Sort through the entries below and pull out lines containing the word "down".

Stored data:
- - - - -

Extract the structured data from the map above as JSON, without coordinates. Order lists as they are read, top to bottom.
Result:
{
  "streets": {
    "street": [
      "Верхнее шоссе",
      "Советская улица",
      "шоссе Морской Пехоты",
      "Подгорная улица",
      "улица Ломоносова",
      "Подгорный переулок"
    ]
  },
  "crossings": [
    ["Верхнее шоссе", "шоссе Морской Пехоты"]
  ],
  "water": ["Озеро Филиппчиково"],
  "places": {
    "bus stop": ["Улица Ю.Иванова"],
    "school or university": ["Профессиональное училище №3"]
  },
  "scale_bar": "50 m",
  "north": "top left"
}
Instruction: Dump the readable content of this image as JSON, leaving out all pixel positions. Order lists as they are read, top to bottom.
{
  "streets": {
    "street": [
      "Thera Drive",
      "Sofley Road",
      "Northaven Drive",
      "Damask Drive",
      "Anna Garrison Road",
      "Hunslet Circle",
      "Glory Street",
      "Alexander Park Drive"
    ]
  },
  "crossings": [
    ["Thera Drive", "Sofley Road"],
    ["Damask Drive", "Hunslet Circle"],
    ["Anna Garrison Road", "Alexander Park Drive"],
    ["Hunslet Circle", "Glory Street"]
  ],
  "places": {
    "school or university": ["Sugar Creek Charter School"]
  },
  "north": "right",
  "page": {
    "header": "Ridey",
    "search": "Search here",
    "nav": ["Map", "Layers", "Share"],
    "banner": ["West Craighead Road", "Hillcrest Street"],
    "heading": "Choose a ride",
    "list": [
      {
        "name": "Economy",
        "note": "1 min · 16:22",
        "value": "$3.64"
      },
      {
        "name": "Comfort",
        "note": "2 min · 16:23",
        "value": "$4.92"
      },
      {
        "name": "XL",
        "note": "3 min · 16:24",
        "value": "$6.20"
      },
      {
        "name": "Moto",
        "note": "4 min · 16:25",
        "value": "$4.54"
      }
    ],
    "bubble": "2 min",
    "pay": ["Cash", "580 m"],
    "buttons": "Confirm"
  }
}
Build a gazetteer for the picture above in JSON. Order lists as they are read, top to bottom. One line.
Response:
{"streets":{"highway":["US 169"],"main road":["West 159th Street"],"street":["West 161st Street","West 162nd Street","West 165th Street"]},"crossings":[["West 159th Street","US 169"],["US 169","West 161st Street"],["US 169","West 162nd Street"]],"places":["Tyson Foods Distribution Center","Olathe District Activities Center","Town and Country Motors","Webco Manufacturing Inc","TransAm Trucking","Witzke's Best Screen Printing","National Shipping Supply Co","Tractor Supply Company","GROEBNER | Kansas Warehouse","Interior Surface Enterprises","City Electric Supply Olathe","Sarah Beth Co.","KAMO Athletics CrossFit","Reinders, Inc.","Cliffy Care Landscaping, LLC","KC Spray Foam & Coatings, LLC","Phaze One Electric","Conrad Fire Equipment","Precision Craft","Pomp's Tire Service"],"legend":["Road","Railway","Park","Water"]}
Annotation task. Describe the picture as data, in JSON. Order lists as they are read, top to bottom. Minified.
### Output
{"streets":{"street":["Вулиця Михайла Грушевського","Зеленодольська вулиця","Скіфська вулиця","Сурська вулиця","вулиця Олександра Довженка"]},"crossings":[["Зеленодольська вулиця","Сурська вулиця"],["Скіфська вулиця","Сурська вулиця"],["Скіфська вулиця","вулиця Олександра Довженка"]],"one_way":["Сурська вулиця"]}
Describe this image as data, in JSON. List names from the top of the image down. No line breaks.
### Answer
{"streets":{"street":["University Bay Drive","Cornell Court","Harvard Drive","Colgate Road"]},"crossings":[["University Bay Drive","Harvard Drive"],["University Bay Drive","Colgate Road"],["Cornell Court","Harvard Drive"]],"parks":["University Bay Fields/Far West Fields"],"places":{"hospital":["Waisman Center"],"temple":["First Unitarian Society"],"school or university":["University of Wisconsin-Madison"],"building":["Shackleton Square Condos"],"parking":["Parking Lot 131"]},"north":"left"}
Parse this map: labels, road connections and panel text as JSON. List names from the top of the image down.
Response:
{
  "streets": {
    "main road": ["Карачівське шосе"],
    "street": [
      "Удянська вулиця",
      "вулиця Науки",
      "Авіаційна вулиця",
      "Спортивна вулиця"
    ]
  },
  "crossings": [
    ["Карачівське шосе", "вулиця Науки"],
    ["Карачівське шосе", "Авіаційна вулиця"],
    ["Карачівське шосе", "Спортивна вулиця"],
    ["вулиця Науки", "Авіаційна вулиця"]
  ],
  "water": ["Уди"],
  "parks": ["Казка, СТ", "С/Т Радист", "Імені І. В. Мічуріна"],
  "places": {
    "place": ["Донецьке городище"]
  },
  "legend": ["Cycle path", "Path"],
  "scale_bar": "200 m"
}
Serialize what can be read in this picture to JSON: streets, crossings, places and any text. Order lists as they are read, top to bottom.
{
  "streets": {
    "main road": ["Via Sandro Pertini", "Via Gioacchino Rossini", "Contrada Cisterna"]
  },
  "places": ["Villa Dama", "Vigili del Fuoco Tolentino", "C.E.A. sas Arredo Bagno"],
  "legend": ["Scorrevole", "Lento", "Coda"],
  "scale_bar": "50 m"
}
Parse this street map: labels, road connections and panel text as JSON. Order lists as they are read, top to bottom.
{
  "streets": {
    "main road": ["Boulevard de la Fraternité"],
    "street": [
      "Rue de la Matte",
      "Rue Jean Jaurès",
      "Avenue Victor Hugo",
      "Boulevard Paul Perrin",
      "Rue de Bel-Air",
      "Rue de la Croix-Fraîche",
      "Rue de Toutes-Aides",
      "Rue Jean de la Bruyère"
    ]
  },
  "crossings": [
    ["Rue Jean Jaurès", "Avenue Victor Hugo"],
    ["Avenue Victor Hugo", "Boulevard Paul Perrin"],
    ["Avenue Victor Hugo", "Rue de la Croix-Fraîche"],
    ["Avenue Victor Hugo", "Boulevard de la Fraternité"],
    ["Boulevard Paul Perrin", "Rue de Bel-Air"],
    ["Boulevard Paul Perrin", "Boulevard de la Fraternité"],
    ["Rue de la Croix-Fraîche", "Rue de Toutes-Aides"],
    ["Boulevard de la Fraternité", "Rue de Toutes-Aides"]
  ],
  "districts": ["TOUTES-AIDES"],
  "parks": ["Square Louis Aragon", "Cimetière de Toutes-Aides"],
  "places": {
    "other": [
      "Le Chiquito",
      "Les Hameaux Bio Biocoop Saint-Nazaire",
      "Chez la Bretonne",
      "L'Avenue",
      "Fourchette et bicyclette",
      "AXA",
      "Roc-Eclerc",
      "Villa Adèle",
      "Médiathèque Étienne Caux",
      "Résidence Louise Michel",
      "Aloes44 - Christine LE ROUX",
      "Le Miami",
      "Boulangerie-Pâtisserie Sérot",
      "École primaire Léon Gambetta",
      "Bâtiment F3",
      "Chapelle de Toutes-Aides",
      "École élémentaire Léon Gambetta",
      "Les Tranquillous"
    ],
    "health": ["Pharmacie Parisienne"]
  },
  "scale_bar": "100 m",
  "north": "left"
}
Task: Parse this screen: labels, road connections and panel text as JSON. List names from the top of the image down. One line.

- - - - -

*Task output*
Describe this image as data, in JSON. List names from the top of the image down. No line breaks.
Parse this map: labels, road connections and panel text as JSON. List names from the top of the image down.
Task: Parse this screen: labels, road connections and panel text as JSON. List names from the top of the image down. One line.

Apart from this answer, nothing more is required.